Better learning through spoken words while reading subtitles

View this thread on: d.buzz | hive.blog | peakd.com | ecency.com
·@nutela·
0.000 HBD
Better learning through spoken words while reading subtitles
# Making #BeyondBitcoin more accessible for newbie's
And facilitate accelerated learning.

This one is for you @officialfuzzy. I consider this to be my contribution to the Whaletank which aired yesterday, Friday 18th August 2017. 

https://steemitimages.com/DQmTkMokSS17Wo17Yj36ZmwpfzCdqmqZEbcjBgsn4eTY3dj/U5dr9xK4wQ3BMFe4MubJguoJvhs1sYy_1680x8400.jpeg

# Introduction
I said to @officialfuzzy that I found it hard to keep up as someone who is quite new here. And I consider myself to be quite a *pro* having developed for iOS, I know my `bash`-fu and the crazy regular experessions. I've done graphics, User eXperience which I consider myself maybe best at. I compose and produced music. I've seen weird systems on my job for Air Traffic Control software, I loved BeOS, but I used Windows and Linux for work. Used fantastic window managers while having hefty debates. Focus Follow Mouse! I've seen a lot! But since 2009 I'm on Mac OS and there I got my most fun / work done. 

So having seen so many systems while I couldn't quite figure out the specifics of the #BeyondBitcoin show I figured it could be a good thing to transcribe what has been said and possibly make a summary of the talks.
 
>Yeah but the Whaletank turned out to be almost the *whole* day f***!

# Cue the automation, YouTube vs. Watson vs. Google Docs
I've been experimenting with some **Speech to Text tools** today. Now I'm using IBM's Watson. Yes this has been spoken in. And I've also used Google Documents Voice input. Google doesn't create nice sententences however as Watson does.  You can try it live in Chrome. 

### Watson
![WatsonText.png](https://steemitimages.com/DQmNQC1sAYaL483cePGPX6A8Huasx6Tx1Z8AFWVopKjLJGh/WatsonText.png)
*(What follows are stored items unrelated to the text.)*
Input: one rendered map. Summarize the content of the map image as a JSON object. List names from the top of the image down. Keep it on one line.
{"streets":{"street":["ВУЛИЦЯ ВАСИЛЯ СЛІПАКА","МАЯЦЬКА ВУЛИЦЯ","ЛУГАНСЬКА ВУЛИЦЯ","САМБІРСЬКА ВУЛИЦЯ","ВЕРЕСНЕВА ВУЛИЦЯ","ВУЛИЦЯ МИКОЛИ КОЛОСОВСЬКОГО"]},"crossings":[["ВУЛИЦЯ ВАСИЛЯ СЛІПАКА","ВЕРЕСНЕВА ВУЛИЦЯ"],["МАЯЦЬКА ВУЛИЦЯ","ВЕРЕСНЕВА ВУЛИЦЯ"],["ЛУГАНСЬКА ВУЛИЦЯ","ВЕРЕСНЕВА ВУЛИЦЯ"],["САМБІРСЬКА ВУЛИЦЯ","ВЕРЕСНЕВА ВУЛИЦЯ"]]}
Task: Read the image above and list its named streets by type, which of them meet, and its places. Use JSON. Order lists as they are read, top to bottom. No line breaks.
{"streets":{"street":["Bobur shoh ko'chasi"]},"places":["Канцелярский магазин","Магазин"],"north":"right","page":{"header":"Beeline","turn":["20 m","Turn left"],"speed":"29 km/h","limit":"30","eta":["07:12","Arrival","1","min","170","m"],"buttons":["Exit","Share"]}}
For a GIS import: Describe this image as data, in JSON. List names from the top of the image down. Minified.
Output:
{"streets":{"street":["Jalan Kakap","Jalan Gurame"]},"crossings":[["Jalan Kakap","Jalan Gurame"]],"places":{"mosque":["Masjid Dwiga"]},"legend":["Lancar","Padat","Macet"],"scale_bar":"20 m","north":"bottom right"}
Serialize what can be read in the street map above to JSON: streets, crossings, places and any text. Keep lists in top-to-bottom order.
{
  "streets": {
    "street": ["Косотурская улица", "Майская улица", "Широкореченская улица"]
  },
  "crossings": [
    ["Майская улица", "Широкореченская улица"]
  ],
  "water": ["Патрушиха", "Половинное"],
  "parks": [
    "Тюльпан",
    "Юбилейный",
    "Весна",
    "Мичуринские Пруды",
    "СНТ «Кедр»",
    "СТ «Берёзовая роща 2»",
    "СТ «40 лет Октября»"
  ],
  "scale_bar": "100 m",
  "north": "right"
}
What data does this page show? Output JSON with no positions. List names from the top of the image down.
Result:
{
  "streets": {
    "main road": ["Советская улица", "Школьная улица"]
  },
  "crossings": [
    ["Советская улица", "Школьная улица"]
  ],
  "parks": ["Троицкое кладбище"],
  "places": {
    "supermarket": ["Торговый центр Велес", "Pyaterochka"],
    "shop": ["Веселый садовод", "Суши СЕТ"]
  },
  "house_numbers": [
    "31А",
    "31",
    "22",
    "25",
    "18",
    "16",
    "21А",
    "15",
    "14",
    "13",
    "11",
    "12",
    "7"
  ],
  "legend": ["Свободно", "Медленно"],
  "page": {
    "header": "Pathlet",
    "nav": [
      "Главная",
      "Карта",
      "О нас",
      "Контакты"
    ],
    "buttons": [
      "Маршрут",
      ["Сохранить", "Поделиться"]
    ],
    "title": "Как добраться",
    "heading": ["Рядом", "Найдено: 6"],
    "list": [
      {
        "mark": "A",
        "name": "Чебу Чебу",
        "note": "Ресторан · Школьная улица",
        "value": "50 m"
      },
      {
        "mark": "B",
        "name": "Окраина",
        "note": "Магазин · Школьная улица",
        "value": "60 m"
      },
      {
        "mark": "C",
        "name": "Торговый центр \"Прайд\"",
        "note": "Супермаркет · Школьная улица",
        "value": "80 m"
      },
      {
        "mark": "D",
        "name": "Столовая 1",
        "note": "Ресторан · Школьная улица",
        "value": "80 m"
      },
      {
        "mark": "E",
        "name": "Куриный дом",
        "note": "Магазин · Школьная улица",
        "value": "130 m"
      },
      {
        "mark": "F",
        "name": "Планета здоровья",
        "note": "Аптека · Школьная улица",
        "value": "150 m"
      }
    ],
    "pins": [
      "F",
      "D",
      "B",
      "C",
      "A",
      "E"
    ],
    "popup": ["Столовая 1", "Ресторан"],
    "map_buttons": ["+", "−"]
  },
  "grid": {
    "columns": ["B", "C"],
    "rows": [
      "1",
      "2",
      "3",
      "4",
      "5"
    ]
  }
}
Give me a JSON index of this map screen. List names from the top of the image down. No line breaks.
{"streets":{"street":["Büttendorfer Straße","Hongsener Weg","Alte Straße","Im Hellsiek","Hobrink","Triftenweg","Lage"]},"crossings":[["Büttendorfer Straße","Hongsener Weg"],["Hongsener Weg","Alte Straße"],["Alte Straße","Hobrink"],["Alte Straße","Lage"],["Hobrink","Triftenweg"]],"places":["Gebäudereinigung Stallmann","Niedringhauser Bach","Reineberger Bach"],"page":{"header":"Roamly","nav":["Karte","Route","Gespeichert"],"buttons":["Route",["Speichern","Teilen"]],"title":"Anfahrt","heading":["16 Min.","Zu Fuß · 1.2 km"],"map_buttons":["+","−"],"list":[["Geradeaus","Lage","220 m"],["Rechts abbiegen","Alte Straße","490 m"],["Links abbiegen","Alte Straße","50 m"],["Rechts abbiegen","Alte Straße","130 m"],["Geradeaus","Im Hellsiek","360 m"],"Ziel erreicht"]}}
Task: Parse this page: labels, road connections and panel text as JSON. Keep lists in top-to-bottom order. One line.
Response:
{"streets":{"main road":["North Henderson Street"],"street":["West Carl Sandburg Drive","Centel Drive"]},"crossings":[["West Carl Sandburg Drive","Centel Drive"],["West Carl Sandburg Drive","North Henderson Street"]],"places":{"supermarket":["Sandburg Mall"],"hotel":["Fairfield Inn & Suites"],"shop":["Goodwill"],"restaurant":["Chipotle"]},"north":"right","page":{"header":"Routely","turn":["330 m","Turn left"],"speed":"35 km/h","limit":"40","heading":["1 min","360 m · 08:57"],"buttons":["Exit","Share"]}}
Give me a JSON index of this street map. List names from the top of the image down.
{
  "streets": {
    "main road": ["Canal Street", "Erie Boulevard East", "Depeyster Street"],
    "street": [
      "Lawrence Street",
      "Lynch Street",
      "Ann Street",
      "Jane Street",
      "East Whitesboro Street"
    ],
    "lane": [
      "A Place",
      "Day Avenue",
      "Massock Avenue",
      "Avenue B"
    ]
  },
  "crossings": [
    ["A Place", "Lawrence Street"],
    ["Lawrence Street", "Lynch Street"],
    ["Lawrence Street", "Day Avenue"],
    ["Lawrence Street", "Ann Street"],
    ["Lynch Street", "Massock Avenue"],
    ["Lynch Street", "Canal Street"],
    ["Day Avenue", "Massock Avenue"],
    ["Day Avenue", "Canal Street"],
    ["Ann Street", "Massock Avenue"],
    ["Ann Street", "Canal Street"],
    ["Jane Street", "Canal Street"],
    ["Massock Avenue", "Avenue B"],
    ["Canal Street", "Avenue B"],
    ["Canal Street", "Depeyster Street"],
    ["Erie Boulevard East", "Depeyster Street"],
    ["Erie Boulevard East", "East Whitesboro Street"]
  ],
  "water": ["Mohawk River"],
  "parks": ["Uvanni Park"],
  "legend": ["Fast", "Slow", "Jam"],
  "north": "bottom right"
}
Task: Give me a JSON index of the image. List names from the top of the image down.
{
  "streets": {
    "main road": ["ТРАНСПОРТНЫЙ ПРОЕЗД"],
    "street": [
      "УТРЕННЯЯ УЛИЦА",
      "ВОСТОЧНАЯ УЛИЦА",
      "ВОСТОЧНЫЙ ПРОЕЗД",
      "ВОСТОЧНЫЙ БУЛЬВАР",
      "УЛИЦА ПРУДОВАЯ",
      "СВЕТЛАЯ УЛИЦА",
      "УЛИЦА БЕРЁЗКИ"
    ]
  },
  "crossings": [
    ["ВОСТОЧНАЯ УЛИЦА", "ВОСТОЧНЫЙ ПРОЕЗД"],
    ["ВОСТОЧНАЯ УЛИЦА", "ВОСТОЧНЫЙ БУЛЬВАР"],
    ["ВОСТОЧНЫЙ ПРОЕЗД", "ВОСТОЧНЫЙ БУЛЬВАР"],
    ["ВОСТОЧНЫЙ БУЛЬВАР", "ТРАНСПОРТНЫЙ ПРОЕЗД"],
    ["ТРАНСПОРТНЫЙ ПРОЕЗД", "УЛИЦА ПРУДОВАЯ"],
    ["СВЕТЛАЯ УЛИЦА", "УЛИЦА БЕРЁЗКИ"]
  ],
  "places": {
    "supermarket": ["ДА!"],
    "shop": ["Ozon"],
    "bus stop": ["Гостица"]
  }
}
>In the backend, YouTube’s sound captioning system is based on a Deep Neural Network model the team trained on a set of weakly labeled data. Whenever a new video is now uploaded to YouTube, the new system runs and tries to identify these sounds. For those of you who want to know more about how the team achieved this (and how it used a modified Viterbi algorithm), Google’s own blog post provides more details.

--- Techcrunch

>Memo to Google and YouTube — Don’t rest on your laurels just yet
>* only has a single speaker, who speaks clearly and in a slow, consistent, monotonic and deliberate manner
>* has good quality audio and it doesn’t have any background noise or sound effects and / or music
>...
Most YouTube videos do not have these elements.
Rather they tend to have multiple speakers, rapid fire and often unintelligible dialogue, sound effects and background music and the list goes on and on.
In these circumstances, Google and YouTube’s auto-generated craptions will simply not be able to get anywhere near the magic 95% level that we have demonstrated above.

--- Medium

# YouTube - editing while listening
But the best and easiest by far, is maybe YouTube's _automatic captioning system_. Quite easy to upload the audio from the Whaletank which is hosted on *SoundCloud* but you can also make your own recording on *Mumble*. Mumble even allows you to record each speaker individually I guess to match up *volume* levels. This is called multitrack or multichannel in *mumble* speak.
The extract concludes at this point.